Aux yeux du Parti québécois, c’est « complètement inacceptable ». « C’est très inquiétant, et ça découle d’une idéologie qui nous vient du financement fédéral », a fait valoir Paul St-Pierre Plamondon. « Ce n’est pas le modèle québécois que nous, on veut. »

Québec solidaire aussi s’est montré critique mercredi matin. « Selon nous, une approche plus progressive est préférable », a affirmé le co-porte-parole Gabriel Nadeau-Dubois. « Nous, ce qu’on proposait, c’est une embauche sur quatre jusqu’à l’atteinte de l’objectif de représentation dans l’organisme en question. »

L’historien des sciences de l’UQAM, Yves Gingras, a invité les députés à blâmer le gouvernement fédéral plutôt que l’Université Laval. « L’Université a les poings liés », a-t-il dit. Dès 2002, le chercheur déplorait d’ailleurs dans Le Devoir la perte d’autonomie des universités québécoises causée par le programme des Chaires du Canada. Les universités, soutient-il, se « mettent à genoux » pour avoir accès à l’argent du gouvernement fédéral en recherche.

Sur le fond, M. Gingras juge en outre que les mesures de discrimination positive en cause dans cette affaire sont « un tissu d’idéologie absurde ». Les cibles de représentativité des minorités au sein des chaires ne sont « pas réalistes », soutient le professeur qui a siégé à la Commission scientifique et technique indépendante sur la reconnaissance de la liberté académique dans le milieu universitaire, créée par le gouvernement Legault l’an dernier.
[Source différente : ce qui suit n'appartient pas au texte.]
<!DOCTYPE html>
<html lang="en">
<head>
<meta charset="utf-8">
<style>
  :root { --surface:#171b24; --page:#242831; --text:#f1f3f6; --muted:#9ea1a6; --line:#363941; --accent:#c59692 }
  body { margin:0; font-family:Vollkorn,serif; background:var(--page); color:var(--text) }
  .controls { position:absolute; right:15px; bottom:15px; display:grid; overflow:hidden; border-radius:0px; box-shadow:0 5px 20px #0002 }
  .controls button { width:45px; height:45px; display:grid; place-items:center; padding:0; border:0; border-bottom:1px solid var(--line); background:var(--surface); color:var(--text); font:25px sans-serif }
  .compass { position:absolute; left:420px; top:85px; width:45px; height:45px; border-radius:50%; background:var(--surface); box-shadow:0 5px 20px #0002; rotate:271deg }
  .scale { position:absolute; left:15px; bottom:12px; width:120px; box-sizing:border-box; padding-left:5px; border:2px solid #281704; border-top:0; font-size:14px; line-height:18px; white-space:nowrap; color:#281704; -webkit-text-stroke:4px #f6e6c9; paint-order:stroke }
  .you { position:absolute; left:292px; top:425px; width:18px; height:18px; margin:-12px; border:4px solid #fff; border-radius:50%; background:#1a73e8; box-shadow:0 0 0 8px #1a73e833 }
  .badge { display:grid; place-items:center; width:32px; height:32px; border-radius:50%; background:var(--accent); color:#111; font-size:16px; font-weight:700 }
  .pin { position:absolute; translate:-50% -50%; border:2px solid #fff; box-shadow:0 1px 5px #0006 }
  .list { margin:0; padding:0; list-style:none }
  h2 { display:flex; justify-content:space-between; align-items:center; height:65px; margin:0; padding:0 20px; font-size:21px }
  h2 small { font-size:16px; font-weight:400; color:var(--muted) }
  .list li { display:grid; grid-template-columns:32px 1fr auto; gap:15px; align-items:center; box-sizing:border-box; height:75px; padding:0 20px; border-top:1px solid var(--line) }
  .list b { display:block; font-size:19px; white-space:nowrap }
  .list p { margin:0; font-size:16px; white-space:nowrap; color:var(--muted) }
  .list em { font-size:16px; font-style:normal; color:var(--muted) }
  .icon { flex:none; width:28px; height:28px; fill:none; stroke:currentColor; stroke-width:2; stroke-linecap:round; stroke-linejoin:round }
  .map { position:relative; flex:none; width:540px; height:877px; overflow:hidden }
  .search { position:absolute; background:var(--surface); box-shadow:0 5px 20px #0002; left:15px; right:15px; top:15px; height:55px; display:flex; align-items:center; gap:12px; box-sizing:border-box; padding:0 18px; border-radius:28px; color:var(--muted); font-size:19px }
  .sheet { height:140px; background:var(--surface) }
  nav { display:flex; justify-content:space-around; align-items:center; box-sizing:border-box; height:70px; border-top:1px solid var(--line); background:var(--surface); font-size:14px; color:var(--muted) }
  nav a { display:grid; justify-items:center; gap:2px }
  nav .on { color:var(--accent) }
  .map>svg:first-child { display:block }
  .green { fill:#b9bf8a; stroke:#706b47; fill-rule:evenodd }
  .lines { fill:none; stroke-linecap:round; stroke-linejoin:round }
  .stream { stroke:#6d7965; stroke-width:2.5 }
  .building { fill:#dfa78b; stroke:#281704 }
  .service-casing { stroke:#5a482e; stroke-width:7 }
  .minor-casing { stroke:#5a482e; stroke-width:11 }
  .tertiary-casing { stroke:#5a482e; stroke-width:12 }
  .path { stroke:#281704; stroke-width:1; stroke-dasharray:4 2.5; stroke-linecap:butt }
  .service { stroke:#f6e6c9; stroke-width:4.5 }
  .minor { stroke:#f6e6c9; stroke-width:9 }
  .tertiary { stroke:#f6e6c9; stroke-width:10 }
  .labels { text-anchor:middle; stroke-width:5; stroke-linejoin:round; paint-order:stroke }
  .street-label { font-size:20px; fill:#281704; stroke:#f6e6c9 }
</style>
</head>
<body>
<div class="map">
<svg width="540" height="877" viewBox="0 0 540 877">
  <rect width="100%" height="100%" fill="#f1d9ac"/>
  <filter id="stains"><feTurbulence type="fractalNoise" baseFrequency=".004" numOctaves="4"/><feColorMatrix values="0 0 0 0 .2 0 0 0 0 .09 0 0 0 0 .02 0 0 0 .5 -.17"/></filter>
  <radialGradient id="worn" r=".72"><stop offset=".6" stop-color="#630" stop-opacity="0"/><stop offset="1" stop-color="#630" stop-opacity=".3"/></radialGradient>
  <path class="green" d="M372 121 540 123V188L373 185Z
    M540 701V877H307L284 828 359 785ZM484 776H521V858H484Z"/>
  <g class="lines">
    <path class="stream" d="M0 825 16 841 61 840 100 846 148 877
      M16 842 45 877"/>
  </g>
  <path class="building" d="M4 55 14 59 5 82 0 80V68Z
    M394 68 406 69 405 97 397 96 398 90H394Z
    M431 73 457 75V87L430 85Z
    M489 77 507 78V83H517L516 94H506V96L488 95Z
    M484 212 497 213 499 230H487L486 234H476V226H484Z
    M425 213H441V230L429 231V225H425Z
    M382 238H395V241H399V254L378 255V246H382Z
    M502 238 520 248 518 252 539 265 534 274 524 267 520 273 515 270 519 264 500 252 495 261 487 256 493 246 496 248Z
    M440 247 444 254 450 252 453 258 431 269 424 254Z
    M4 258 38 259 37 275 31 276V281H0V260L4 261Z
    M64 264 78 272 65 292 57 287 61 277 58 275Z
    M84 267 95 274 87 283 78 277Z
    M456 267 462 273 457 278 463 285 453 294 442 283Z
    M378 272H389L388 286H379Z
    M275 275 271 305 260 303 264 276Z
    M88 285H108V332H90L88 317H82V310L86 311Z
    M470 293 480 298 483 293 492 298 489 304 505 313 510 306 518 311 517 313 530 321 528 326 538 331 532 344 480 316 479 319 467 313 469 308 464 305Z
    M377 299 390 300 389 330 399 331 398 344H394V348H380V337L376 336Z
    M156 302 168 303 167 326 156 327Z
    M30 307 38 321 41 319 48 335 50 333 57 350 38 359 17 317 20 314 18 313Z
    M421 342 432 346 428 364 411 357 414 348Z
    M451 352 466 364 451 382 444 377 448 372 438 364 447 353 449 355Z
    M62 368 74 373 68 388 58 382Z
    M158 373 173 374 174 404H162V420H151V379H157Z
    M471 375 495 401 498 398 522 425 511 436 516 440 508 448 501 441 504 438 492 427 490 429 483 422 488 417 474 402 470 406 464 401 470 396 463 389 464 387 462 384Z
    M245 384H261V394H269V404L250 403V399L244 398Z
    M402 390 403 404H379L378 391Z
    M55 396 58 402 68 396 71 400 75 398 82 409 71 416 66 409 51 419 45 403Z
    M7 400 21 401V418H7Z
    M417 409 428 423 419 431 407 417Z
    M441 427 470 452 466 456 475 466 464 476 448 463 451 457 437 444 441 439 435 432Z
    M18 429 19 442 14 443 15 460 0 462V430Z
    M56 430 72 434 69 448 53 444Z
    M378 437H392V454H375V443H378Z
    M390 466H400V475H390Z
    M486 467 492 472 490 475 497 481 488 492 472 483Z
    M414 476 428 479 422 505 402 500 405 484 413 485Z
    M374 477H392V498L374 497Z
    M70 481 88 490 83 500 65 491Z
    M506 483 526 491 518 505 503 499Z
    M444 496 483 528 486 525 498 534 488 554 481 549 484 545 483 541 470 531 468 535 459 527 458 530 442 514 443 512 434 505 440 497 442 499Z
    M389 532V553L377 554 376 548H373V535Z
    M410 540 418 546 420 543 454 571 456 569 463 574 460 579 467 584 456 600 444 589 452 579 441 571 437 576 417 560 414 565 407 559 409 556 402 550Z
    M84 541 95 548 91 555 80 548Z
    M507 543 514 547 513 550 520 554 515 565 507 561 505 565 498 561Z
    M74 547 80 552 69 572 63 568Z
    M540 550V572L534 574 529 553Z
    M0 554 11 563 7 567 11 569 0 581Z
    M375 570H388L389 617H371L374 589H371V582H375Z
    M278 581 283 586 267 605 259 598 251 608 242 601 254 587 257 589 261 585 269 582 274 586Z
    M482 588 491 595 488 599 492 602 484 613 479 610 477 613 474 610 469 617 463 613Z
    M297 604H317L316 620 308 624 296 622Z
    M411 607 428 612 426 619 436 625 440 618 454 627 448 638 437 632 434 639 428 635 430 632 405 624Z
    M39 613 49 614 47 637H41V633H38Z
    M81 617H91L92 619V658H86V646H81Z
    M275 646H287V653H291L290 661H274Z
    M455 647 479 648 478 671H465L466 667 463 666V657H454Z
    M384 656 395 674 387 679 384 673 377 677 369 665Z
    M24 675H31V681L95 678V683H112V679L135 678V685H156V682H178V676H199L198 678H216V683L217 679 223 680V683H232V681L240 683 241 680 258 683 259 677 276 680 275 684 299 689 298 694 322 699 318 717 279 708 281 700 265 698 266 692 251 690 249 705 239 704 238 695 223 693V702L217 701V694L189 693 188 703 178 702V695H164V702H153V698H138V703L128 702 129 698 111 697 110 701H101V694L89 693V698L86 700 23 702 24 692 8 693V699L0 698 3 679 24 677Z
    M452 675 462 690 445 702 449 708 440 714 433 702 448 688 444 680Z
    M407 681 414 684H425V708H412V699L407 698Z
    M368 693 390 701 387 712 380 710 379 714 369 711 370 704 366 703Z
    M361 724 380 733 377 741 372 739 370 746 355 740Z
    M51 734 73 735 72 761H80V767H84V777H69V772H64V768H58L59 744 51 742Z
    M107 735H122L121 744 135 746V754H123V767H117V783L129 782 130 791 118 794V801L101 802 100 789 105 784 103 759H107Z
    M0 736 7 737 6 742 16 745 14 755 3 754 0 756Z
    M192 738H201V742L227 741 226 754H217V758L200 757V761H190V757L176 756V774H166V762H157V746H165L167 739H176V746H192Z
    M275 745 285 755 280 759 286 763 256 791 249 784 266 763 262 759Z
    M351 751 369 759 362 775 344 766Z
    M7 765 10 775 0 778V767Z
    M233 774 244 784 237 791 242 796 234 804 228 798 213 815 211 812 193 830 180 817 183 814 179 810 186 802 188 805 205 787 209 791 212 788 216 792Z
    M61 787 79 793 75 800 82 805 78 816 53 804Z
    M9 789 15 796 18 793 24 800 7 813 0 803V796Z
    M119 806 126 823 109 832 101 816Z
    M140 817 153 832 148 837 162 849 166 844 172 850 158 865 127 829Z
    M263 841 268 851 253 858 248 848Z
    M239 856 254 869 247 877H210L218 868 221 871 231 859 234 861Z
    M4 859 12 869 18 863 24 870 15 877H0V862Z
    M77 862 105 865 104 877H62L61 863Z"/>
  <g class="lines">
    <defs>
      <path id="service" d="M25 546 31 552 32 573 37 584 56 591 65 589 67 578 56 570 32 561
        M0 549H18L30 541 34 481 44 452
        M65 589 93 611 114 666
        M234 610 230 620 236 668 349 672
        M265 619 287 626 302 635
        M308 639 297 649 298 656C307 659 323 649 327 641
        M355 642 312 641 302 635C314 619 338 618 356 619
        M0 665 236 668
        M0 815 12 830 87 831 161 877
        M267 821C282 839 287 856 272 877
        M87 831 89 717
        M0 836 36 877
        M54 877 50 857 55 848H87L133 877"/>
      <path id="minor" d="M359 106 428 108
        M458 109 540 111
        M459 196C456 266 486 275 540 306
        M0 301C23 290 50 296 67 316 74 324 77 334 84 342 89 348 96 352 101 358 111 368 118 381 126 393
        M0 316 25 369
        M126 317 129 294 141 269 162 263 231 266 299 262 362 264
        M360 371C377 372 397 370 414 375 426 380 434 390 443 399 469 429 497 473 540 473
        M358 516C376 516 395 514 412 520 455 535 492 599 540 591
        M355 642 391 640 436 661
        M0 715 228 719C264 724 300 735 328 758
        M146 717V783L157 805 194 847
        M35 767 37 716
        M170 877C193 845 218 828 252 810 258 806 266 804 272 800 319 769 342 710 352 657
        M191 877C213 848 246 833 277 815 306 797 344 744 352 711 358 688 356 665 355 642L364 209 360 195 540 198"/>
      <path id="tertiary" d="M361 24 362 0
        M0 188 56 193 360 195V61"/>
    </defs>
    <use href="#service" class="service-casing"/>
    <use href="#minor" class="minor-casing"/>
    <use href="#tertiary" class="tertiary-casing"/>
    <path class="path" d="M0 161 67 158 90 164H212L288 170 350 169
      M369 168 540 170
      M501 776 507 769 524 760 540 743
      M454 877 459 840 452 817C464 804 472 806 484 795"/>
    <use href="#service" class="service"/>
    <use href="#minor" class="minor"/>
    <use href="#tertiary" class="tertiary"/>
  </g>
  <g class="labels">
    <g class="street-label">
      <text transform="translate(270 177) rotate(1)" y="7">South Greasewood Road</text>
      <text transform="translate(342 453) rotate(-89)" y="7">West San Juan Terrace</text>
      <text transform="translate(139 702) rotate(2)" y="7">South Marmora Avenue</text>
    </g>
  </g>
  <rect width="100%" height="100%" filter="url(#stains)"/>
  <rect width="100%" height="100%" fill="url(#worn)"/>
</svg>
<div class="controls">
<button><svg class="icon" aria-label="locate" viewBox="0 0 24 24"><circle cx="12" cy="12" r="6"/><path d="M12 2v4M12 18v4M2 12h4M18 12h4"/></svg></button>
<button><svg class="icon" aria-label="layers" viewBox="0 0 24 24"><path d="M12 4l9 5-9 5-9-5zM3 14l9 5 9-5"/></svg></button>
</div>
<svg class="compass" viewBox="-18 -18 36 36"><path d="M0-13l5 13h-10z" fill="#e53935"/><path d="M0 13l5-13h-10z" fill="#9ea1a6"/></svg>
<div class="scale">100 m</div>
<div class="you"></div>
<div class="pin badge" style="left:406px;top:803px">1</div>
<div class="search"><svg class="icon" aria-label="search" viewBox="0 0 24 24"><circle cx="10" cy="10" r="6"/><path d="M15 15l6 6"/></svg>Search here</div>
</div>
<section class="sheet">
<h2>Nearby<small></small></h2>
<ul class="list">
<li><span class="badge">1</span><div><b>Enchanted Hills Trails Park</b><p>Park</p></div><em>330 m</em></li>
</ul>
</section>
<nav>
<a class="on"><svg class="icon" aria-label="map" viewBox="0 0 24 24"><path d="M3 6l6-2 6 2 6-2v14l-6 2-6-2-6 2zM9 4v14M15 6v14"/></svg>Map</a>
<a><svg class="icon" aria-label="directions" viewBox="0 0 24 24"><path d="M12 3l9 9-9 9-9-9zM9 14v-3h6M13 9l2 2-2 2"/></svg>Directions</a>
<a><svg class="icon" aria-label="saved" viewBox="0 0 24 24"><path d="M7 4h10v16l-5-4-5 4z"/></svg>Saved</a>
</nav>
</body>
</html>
Les cibles, dit-il, ne « correspondent pas aux viviers de candidats disponibles », les doctorants issus de certaines minorités étant peu nombreux dans certaines disciplines.

Une majorité d’hommes

À l’Université Laval, les femmes comptent pour 38 % du corps professoral, les minorités visibles pour 6 %, les personnes handicapées pour 1 %, et encore moins pour les Autochtones, selon un sondage publié par l’Université dans son Plan d’action en équité, diversité et inclusion. Les données montrent en outre que parmi les enseignants, les hommes sont surreprésentés dans les échelons supérieurs à titre de titulaires, par exemple.

Au sein des Chaires de recherche du Canada, qui sont au nombre de 72 sur le campus, les femmes comptent pour 34,7 % des professeurs, et les minorités visibles pour 6,2 %. Quant aux données sur les personnes handicapées ou autochtones, elles sont exclues des statistiques parce que trop petites.